■ Your assignment
Within the records, which lines hold the string "Golfview"? Report each one by copying it.
▬▬▬▬▬▬
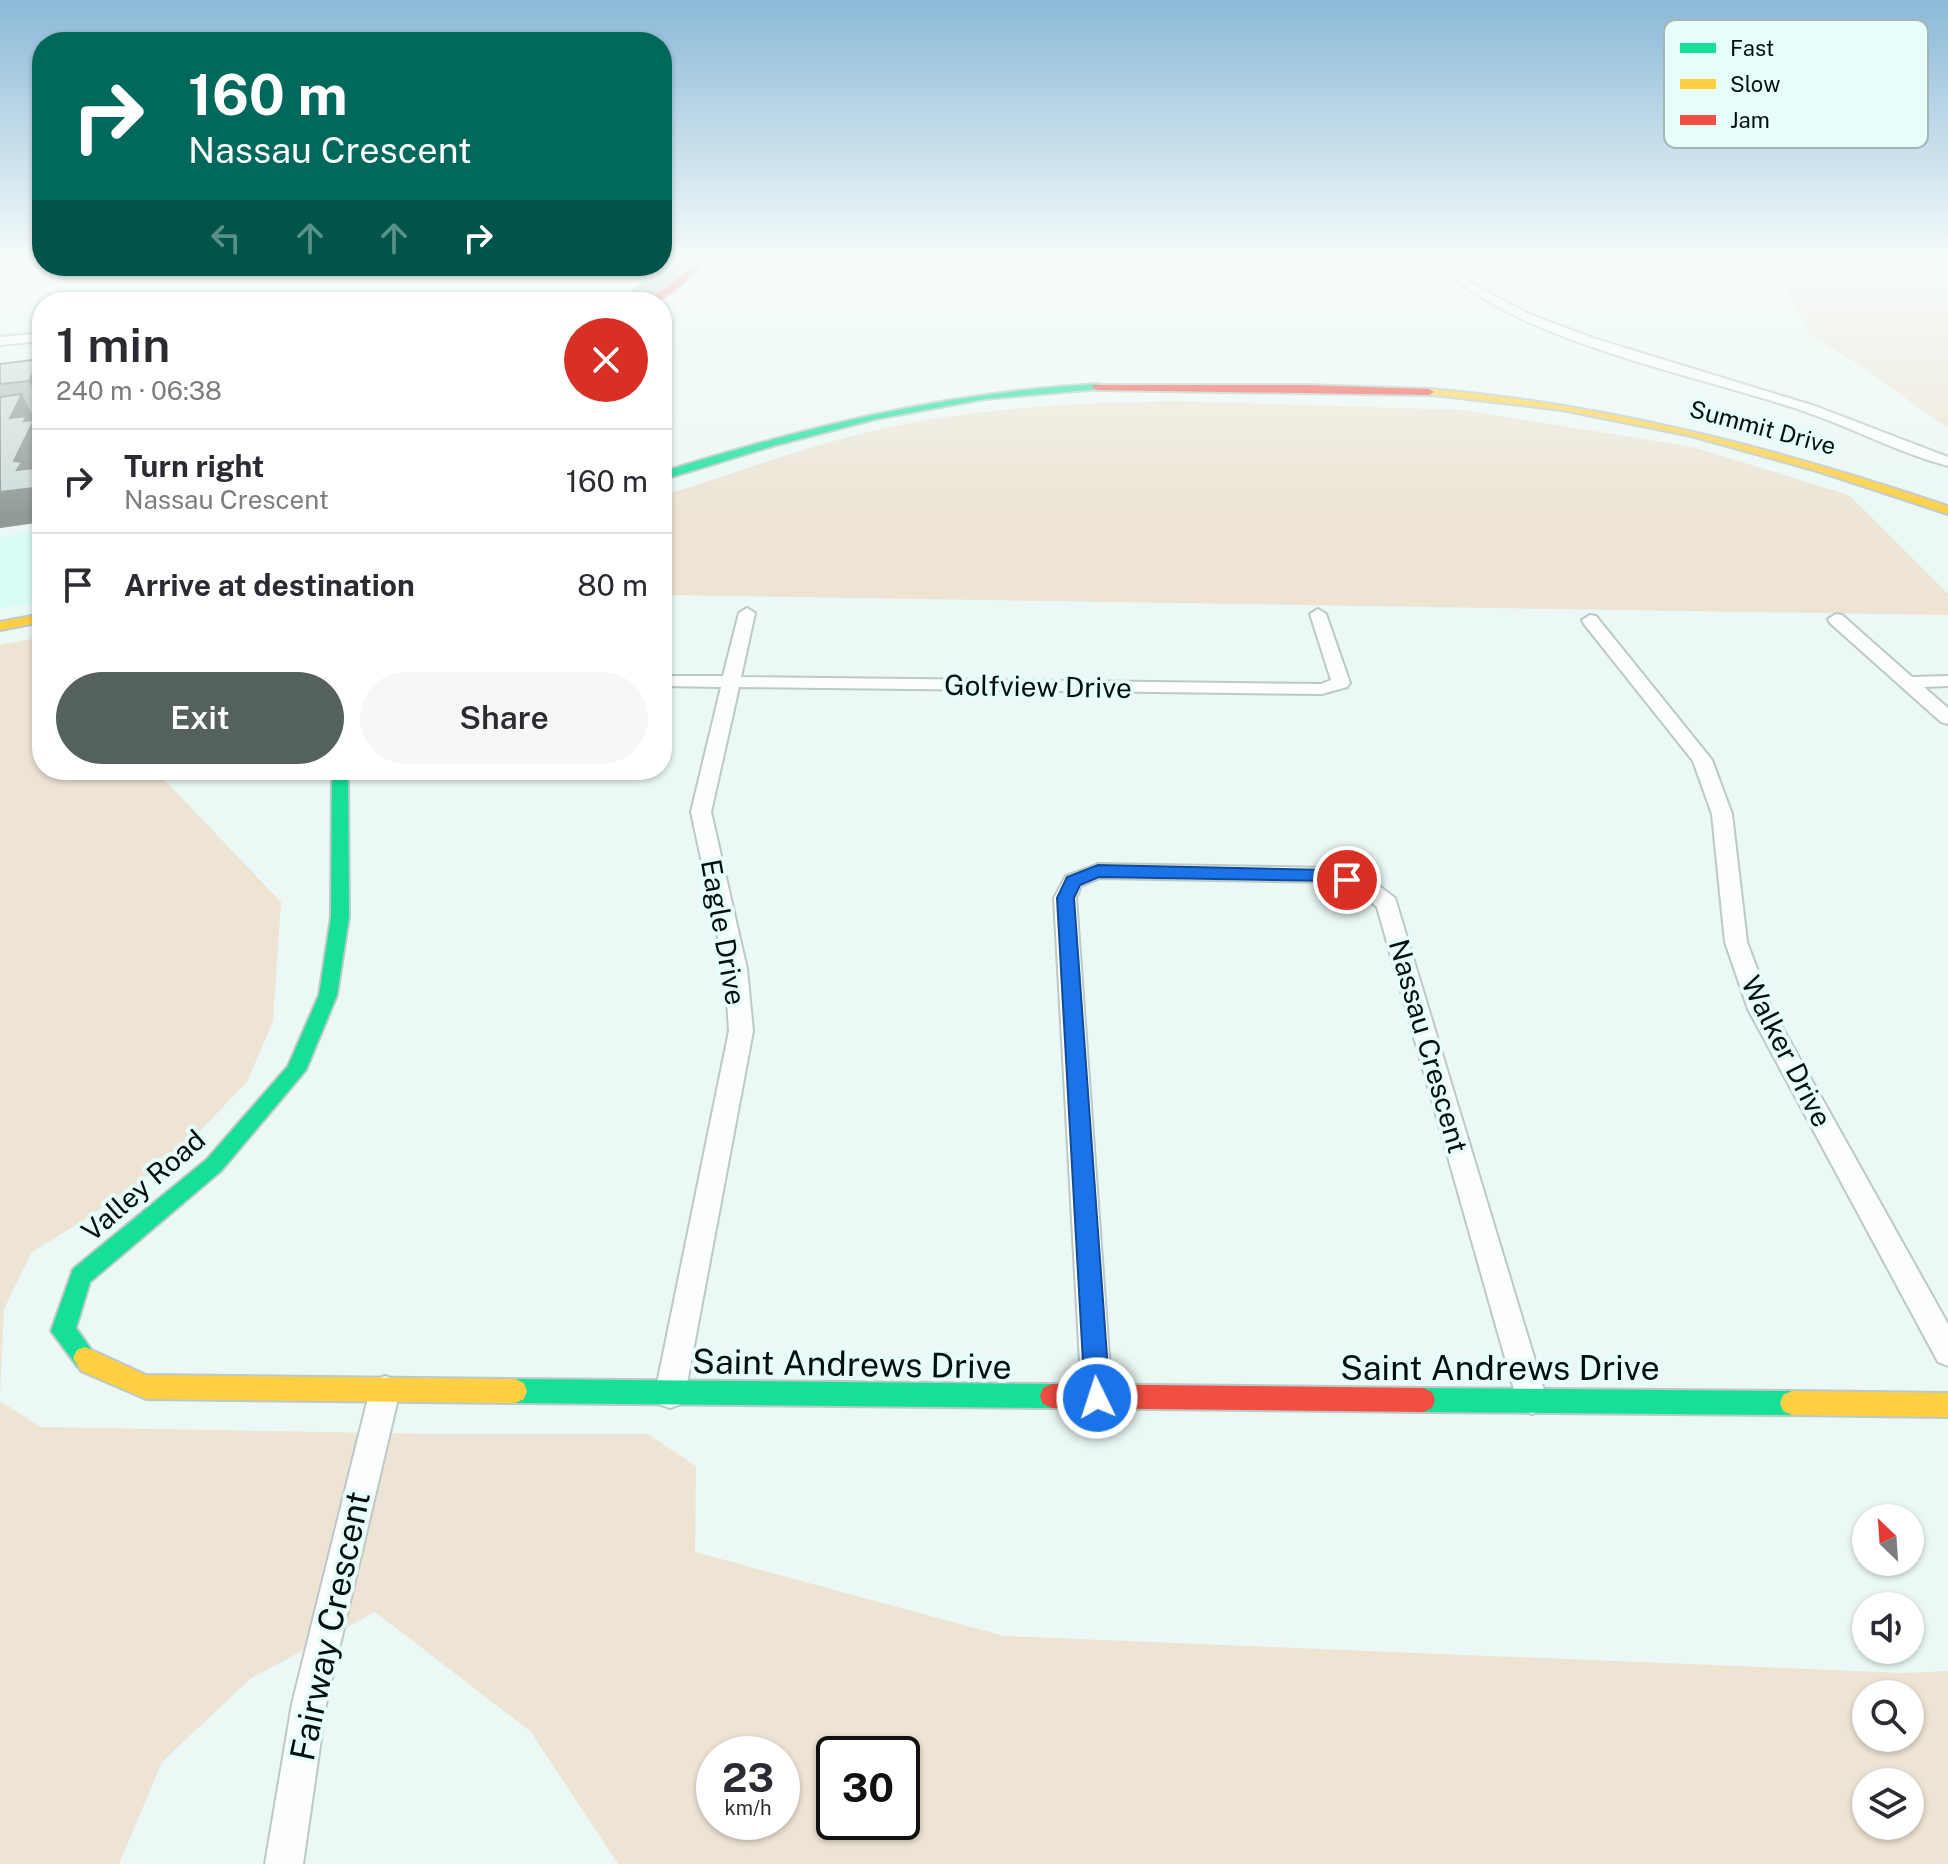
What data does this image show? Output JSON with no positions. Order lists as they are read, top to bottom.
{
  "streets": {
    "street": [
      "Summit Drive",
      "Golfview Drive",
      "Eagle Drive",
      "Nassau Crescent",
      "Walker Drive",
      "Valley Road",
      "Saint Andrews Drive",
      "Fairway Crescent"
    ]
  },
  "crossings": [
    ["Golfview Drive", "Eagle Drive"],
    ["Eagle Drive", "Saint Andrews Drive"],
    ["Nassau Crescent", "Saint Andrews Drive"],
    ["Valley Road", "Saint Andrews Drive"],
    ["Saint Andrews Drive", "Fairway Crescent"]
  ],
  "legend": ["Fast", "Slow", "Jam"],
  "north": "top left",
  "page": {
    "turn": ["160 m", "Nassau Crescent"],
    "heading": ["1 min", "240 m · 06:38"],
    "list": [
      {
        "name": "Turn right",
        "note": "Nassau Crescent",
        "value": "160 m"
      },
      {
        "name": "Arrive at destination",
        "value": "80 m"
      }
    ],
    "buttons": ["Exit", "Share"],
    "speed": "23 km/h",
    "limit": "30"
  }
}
▬▬▬▬▬▬
■ Reply to the exercise
      "Golfview Drive",
    ["Golfview Drive", "Eagle Drive"],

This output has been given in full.